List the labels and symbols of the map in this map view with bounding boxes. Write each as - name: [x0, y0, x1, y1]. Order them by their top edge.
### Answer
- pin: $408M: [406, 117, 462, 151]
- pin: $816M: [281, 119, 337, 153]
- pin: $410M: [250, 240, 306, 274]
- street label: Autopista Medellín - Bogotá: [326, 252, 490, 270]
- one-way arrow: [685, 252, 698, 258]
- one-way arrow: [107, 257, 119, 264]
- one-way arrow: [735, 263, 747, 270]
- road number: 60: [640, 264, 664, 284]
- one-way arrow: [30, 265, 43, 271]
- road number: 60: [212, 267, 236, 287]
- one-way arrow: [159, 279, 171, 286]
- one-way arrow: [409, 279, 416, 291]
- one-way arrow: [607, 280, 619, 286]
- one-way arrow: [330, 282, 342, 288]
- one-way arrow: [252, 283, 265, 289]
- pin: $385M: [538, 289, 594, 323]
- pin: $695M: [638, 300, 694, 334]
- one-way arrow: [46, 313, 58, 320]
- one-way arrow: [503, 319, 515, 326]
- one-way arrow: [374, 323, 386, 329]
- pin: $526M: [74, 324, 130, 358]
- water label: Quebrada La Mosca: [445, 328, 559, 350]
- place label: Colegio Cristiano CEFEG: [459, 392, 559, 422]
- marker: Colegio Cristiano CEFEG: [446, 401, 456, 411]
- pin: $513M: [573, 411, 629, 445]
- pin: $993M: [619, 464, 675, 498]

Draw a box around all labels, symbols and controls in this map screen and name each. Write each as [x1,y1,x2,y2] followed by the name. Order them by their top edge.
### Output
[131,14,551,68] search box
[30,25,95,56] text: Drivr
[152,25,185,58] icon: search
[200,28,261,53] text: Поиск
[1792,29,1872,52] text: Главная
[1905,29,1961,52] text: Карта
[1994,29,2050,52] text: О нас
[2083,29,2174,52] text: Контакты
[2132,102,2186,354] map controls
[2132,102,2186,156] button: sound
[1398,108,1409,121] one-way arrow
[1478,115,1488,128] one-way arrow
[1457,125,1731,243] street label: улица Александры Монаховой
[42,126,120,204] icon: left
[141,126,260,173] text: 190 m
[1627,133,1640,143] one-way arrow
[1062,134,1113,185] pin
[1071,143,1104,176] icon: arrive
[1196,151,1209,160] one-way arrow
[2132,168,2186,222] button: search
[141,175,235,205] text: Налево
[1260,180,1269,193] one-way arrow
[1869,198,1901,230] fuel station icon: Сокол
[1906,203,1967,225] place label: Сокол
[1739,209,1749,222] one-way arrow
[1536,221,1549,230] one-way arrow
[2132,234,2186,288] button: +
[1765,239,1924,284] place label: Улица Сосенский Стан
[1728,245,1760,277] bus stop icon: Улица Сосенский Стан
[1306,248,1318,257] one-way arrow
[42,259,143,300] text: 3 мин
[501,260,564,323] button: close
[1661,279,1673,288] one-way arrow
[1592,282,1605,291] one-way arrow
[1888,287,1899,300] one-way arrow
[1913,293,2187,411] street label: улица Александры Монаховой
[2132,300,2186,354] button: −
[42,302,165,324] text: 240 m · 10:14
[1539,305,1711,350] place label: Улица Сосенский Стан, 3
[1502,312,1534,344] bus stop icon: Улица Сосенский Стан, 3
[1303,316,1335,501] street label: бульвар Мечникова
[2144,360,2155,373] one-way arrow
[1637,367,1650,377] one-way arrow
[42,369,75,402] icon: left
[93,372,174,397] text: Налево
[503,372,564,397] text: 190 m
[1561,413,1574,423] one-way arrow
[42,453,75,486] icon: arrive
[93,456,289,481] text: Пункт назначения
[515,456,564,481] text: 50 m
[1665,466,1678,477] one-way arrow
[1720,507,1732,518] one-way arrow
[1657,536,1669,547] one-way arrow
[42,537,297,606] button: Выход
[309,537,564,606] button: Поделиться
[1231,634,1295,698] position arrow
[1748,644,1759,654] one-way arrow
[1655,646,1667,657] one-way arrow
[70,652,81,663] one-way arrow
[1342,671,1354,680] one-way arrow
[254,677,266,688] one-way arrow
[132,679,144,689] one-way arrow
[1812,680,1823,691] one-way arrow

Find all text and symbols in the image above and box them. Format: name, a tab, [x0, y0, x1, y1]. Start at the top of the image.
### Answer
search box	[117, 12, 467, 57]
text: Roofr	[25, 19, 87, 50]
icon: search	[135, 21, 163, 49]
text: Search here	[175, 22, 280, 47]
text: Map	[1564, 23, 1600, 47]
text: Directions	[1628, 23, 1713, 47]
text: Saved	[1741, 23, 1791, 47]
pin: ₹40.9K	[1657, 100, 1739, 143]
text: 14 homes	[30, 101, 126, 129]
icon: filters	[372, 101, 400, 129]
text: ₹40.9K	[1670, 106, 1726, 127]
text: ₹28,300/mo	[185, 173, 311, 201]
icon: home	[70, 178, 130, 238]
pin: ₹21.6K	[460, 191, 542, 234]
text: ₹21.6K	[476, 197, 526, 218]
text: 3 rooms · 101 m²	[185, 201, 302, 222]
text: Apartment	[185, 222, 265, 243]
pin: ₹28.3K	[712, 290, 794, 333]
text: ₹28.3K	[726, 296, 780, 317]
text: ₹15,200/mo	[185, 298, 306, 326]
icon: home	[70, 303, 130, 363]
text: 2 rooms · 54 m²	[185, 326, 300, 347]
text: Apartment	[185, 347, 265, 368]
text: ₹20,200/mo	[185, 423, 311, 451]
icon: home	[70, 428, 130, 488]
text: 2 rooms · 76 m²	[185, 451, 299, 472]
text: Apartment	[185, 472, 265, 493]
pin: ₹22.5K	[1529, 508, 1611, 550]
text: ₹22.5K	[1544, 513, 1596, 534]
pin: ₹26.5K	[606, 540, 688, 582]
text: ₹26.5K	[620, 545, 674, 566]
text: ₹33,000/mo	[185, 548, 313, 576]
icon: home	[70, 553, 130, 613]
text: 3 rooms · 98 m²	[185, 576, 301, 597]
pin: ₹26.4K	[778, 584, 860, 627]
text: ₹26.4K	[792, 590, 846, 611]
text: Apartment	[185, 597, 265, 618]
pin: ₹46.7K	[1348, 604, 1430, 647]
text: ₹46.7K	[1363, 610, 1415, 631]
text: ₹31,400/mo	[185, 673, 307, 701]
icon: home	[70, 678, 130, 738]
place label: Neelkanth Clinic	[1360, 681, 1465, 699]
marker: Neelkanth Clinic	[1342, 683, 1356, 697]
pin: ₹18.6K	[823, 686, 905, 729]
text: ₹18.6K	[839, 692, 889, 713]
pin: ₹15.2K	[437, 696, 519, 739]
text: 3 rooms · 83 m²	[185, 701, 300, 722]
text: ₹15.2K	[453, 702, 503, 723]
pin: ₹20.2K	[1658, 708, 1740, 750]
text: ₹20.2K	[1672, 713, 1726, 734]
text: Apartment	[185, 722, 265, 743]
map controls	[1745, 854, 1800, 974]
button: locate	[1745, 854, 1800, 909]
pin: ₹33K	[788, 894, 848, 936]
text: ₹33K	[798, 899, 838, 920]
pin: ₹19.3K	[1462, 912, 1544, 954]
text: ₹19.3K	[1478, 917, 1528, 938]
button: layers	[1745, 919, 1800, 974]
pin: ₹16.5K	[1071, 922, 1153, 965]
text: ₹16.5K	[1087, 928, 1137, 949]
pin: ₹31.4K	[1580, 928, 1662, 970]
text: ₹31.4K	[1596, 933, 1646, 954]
────
Retype each entry exactly, leaving none of them out.

List the labels and symbols of the map in this map view with bounding boxes. Write each as - name: [x0, y0, x1, y1]. Order them by their top edge.
### Answer
- pin: $408M: [406, 117, 462, 151]
- pin: $816M: [281, 119, 337, 153]
- pin: $410M: [250, 240, 306, 274]
- street label: Autopista Medellín - Bogotá: [326, 252, 490, 270]
- one-way arrow: [685, 252, 698, 258]
- one-way arrow: [107, 257, 119, 264]
- one-way arrow: [735, 263, 747, 270]
- road number: 60: [640, 264, 664, 284]
- one-way arrow: [30, 265, 43, 271]
- road number: 60: [212, 267, 236, 287]
- one-way arrow: [159, 279, 171, 286]
- one-way arrow: [409, 279, 416, 291]
- one-way arrow: [607, 280, 619, 286]
- one-way arrow: [330, 282, 342, 288]
- one-way arrow: [252, 283, 265, 289]
- pin: $385M: [538, 289, 594, 323]
- pin: $695M: [638, 300, 694, 334]
- one-way arrow: [46, 313, 58, 320]
- one-way arrow: [503, 319, 515, 326]
- one-way arrow: [374, 323, 386, 329]
- pin: $526M: [74, 324, 130, 358]
- water label: Quebrada La Mosca: [445, 328, 559, 350]
- place label: Colegio Cristiano CEFEG: [459, 392, 559, 422]
- marker: Colegio Cristiano CEFEG: [446, 401, 456, 411]
- pin: $513M: [573, 411, 629, 445]
- pin: $993M: [619, 464, 675, 498]

Draw a box around all labels, symbols and controls in this map screen and name each. Write each as [x1,y1,x2,y2] followed by the name. Order them by their top edge.
### Output
[131,14,551,68] search box
[30,25,95,56] text: Drivr
[152,25,185,58] icon: search
[200,28,261,53] text: Поиск
[1792,29,1872,52] text: Главная
[1905,29,1961,52] text: Карта
[1994,29,2050,52] text: О нас
[2083,29,2174,52] text: Контакты
[2132,102,2186,354] map controls
[2132,102,2186,156] button: sound
[1398,108,1409,121] one-way arrow
[1478,115,1488,128] one-way arrow
[1457,125,1731,243] street label: улица Александры Монаховой
[42,126,120,204] icon: left
[141,126,260,173] text: 190 m
[1627,133,1640,143] one-way arrow
[1062,134,1113,185] pin
[1071,143,1104,176] icon: arrive
[1196,151,1209,160] one-way arrow
[2132,168,2186,222] button: search
[141,175,235,205] text: Налево
[1260,180,1269,193] one-way arrow
[1869,198,1901,230] fuel station icon: Сокол
[1906,203,1967,225] place label: Сокол
[1739,209,1749,222] one-way arrow
[1536,221,1549,230] one-way arrow
[2132,234,2186,288] button: +
[1765,239,1924,284] place label: Улица Сосенский Стан
[1728,245,1760,277] bus stop icon: Улица Сосенский Стан
[1306,248,1318,257] one-way arrow
[42,259,143,300] text: 3 мин
[501,260,564,323] button: close
[1661,279,1673,288] one-way arrow
[1592,282,1605,291] one-way arrow
[1888,287,1899,300] one-way arrow
[1913,293,2187,411] street label: улица Александры Монаховой
[2132,300,2186,354] button: −
[42,302,165,324] text: 240 m · 10:14
[1539,305,1711,350] place label: Улица Сосенский Стан, 3
[1502,312,1534,344] bus stop icon: Улица Сосенский Стан, 3
[1303,316,1335,501] street label: бульвар Мечникова
[2144,360,2155,373] one-way arrow
[1637,367,1650,377] one-way arrow
[42,369,75,402] icon: left
[93,372,174,397] text: Налево
[503,372,564,397] text: 190 m
[1561,413,1574,423] one-way arrow
[42,453,75,486] icon: arrive
[93,456,289,481] text: Пункт назначения
[515,456,564,481] text: 50 m
[1665,466,1678,477] one-way arrow
[1720,507,1732,518] one-way arrow
[1657,536,1669,547] one-way arrow
[42,537,297,606] button: Выход
[309,537,564,606] button: Поделиться
[1231,634,1295,698] position arrow
[1748,644,1759,654] one-way arrow
[1655,646,1667,657] one-way arrow
[70,652,81,663] one-way arrow
[1342,671,1354,680] one-way arrow
[254,677,266,688] one-way arrow
[132,679,144,689] one-way arrow
[1812,680,1823,691] one-way arrow

Find all text and symbols in the image above and box them. Format: name, a tab, [x0, y0, x1, y1]. Start at the top of the image.
### Answer
search box	[117, 12, 467, 57]
text: Roofr	[25, 19, 87, 50]
icon: search	[135, 21, 163, 49]
text: Search here	[175, 22, 280, 47]
text: Map	[1564, 23, 1600, 47]
text: Directions	[1628, 23, 1713, 47]
text: Saved	[1741, 23, 1791, 47]
pin: ₹40.9K	[1657, 100, 1739, 143]
text: 14 homes	[30, 101, 126, 129]
icon: filters	[372, 101, 400, 129]
text: ₹40.9K	[1670, 106, 1726, 127]
text: ₹28,300/mo	[185, 173, 311, 201]
icon: home	[70, 178, 130, 238]
pin: ₹21.6K	[460, 191, 542, 234]
text: ₹21.6K	[476, 197, 526, 218]
text: 3 rooms · 101 m²	[185, 201, 302, 222]
text: Apartment	[185, 222, 265, 243]
pin: ₹28.3K	[712, 290, 794, 333]
text: ₹28.3K	[726, 296, 780, 317]
text: ₹15,200/mo	[185, 298, 306, 326]
icon: home	[70, 303, 130, 363]
text: 2 rooms · 54 m²	[185, 326, 300, 347]
text: Apartment	[185, 347, 265, 368]
text: ₹20,200/mo	[185, 423, 311, 451]
icon: home	[70, 428, 130, 488]
text: 2 rooms · 76 m²	[185, 451, 299, 472]
text: Apartment	[185, 472, 265, 493]
pin: ₹22.5K	[1529, 508, 1611, 550]
text: ₹22.5K	[1544, 513, 1596, 534]
pin: ₹26.5K	[606, 540, 688, 582]
text: ₹26.5K	[620, 545, 674, 566]
text: ₹33,000/mo	[185, 548, 313, 576]
icon: home	[70, 553, 130, 613]
text: 3 rooms · 98 m²	[185, 576, 301, 597]
pin: ₹26.4K	[778, 584, 860, 627]
text: ₹26.4K	[792, 590, 846, 611]
text: Apartment	[185, 597, 265, 618]
pin: ₹46.7K	[1348, 604, 1430, 647]
text: ₹46.7K	[1363, 610, 1415, 631]
text: ₹31,400/mo	[185, 673, 307, 701]
icon: home	[70, 678, 130, 738]
place label: Neelkanth Clinic	[1360, 681, 1465, 699]
marker: Neelkanth Clinic	[1342, 683, 1356, 697]
pin: ₹18.6K	[823, 686, 905, 729]
text: ₹18.6K	[839, 692, 889, 713]
pin: ₹15.2K	[437, 696, 519, 739]
text: 3 rooms · 83 m²	[185, 701, 300, 722]
text: ₹15.2K	[453, 702, 503, 723]
pin: ₹20.2K	[1658, 708, 1740, 750]
text: ₹20.2K	[1672, 713, 1726, 734]
text: Apartment	[185, 722, 265, 743]
map controls	[1745, 854, 1800, 974]
button: locate	[1745, 854, 1800, 909]
pin: ₹33K	[788, 894, 848, 936]
text: ₹33K	[798, 899, 838, 920]
pin: ₹19.3K	[1462, 912, 1544, 954]
text: ₹19.3K	[1478, 917, 1528, 938]
button: layers	[1745, 919, 1800, 974]
pin: ₹16.5K	[1071, 922, 1153, 965]
text: ₹16.5K	[1087, 928, 1137, 949]
pin: ₹31.4K	[1580, 928, 1662, 970]
text: ₹31.4K	[1596, 933, 1646, 954]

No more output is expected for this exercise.